The Court finds that Ditech has not met its burden of demonstrating by a preponderance of
the evidence that the amount in controversy is at least $75,000. As an initial matter, the amount
in controversy must be evaluated based on the value of the August 14, 2017 settlement demand,
as the “other paper” upon which removal was based. 28 U.S.C. § 1446(b)(3) (permitting removal
within 30 days after receipt of “an amended pleading, motion, order or other paper from which it
may first be ascertained that the case is one which is or has become removable.”). 2 That
settlement demand consisted of a request for a total of $32,500 in cash, including a cash award to
the Plaintiffs and attorney’s fees, and the deed in lieu of foreclosure that is the nexus of the disputed
value.
The Plaintiffs proposed that Ditech accept the deed to the property and the insurance
proceeds of $61,058.48, in full satisfaction of the outstanding mortgage balance of $123,660.98.
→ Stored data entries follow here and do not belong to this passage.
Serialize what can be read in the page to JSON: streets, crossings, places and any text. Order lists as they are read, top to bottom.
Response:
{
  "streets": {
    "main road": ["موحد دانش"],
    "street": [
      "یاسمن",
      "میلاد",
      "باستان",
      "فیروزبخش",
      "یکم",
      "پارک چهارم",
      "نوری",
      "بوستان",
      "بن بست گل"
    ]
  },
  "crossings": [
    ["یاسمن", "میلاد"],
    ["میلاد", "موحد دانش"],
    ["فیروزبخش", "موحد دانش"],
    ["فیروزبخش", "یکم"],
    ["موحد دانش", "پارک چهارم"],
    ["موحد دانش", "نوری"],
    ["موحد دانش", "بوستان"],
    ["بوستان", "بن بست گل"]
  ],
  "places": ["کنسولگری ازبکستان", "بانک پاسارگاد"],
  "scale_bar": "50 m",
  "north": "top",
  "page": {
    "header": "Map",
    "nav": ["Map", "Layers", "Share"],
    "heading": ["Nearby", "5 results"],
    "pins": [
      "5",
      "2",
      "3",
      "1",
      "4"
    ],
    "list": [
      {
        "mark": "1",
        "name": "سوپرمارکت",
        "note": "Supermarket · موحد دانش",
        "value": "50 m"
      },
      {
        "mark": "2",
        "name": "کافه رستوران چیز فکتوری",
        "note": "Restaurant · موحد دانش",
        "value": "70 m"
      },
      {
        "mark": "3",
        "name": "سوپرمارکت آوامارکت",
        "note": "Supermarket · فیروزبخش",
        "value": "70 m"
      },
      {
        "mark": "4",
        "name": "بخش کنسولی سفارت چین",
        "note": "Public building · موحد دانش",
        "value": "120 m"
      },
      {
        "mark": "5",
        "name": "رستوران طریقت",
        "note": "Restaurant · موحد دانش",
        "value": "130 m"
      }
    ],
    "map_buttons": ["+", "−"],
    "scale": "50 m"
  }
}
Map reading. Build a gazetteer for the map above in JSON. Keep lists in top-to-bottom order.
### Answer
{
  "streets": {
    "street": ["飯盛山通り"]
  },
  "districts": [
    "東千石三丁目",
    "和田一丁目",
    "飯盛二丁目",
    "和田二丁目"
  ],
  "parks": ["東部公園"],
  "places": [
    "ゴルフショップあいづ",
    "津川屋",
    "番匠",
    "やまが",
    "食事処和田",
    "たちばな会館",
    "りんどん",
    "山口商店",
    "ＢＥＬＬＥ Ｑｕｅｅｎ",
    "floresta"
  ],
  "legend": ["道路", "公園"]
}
The home was appraised for $130,000 in 2007 when Ms. Harms purchased it, the land itself was
appraised for $30,300 in 2017, and Greenbrier County appraised the value of the home at $72,300
in 2016. The insurance company determined that the cost to restore the home to its pre-flood
2 The parties have presumed that this provision is applicable in this case, and their dispute centers only on whether
the settlement demand meets the amount in controversy. The Court has therefore evaluated that issue. As the Court
concludes that the Defendant has not shown that the settlement demand amounted to at least $75,000, further
consideration of whether this matter could have been removable is moot. The Court notes, however, that it is not
clear that the settlement demand provided new information that would increase the potential amount in controversy
beyond the amount that could be ascertained by the initial pleading. Thus, although courts in this district have held
that a settlement demand may constitute “other paper” permitting removal after the initial filing, it is not clear that the
settlement demand in this case meets the criteria set forth in the statute. See, e.g., Scaralto v. Ferrell, 826 F. Supp.
2d 960, 962 (S.D.W. Va. 2011) (Goodwin, C.J.) (finding that settlement demand of $150,000 constituted ‘other paper’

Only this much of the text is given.